GLP-1 inhibits and adrenaline stimulates glucagon release by differential modulation of N- and L-type Ca2+ channel-dependent exocytosis
Yang Z De Marinis, Albert Salehi, Caroline E Ward, Quan Zhang, Fernando Abdulkader, Martin Bengtsson, Orit Braha, Matthias Braun, Reshma Ramracheya, Stefan Amisten, Abdella M Habib, Yusuke Moritoh, Enming Zhang, Frank Reimann, Anders Rosengren, Tadao Shibasaki, Fiona Gribble, Erik Renström, Susumu Seino, Lena Eliasson, Patrik Rorsman, Yang Z De Marinis, Albert Salehi, Caroline E Ward, Quan Zhang, Fernando Abdulkader, Martin Bengtsson, Orit Braha, Matthias Braun, Reshma Ramracheya, Stefan Amisten, Abdella M Habib, Yusuke Moritoh, Enming Zhang, Frank Reimann, Anders Rosengren, Tadao Shibasaki, Fiona Gribble, Erik Renström, Susumu Seino, Lena Eliasson, Patrik Rorsman
Abstract
Glucagon secretion is inhibited by glucagon-like peptide-1 (GLP-1) and stimulated by adrenaline. These opposing effects on glucagon secretion are mimicked by low (1-10 nM) and high (10 muM) concentrations of forskolin, respectively. The expression of GLP-1 receptors in alpha cells is <0.2% of that in beta cells. The GLP-1-induced suppression of glucagon secretion is PKA dependent, is glucose independent, and does not involve paracrine effects mediated by insulin or somatostatin. GLP-1 is without much effect on alpha cell electrical activity but selectively inhibits N-type Ca(2+) channels and exocytosis. Adrenaline stimulates alpha cell electrical activity, increases [Ca(2+)](i), enhances L-type Ca(2+) channel activity, and accelerates exocytosis. The stimulatory effect is partially PKA independent and reduced in Epac2-deficient islets.
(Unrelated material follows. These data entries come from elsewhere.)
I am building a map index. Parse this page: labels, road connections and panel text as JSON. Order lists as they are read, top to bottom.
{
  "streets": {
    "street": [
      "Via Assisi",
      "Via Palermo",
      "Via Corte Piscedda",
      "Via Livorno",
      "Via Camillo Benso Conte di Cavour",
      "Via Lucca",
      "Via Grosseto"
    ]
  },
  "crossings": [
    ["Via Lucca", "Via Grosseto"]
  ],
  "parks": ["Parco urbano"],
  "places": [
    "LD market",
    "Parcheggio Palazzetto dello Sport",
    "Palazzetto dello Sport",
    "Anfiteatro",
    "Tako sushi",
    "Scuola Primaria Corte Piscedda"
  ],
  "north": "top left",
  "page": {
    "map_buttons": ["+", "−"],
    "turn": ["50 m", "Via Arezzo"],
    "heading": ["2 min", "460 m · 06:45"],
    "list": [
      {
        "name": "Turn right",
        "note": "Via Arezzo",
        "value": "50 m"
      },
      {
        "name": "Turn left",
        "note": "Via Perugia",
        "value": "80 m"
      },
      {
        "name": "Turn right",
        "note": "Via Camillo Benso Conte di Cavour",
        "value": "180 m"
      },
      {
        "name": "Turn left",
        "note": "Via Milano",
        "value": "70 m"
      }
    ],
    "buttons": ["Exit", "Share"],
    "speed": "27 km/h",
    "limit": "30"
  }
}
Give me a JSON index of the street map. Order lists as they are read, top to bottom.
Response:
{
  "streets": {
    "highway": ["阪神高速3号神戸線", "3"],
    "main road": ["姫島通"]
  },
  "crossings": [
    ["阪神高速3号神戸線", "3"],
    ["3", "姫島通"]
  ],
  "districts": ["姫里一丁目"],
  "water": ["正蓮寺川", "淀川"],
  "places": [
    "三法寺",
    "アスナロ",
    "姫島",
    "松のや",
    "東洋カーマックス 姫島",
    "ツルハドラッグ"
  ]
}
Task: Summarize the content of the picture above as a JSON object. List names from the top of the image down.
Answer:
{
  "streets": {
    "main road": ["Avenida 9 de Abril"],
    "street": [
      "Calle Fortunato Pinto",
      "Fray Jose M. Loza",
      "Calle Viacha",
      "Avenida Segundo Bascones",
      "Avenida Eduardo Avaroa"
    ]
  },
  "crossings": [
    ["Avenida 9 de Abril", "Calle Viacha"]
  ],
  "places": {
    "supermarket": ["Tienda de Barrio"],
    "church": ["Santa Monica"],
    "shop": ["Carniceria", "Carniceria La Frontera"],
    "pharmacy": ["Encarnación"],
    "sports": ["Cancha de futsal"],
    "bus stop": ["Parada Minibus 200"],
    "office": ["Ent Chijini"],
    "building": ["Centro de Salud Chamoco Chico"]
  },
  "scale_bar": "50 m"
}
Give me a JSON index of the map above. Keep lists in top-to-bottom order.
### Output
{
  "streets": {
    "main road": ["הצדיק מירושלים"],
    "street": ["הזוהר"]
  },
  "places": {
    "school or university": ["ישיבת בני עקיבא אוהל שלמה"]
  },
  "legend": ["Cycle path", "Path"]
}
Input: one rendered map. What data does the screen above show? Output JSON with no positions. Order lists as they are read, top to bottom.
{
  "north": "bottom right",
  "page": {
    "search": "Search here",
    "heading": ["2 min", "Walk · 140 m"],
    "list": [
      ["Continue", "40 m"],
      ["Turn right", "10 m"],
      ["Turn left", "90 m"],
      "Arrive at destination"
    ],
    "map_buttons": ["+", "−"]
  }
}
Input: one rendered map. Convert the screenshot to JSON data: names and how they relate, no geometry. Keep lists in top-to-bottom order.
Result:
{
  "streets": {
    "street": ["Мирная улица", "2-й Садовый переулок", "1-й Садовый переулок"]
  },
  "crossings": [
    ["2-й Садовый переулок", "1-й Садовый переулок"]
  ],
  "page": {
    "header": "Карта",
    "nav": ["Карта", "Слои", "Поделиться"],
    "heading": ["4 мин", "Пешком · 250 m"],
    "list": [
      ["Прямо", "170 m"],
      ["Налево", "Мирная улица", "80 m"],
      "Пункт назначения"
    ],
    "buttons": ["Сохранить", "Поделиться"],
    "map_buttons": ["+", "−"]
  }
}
We propose that GLP-1 inhibits glucagon secretion by PKA-dependent inhibition of the N-type Ca(2+) channels via a small increase in intracellular cAMP ([cAMP](i)). Adrenaline stimulates L-type Ca(2+) channel-dependent exocytosis by activation of the low-affinity cAMP sensor Epac2 via a large increase in [cAMP](i).
Copyright 2010 Elsevier Inc. All rights reserved.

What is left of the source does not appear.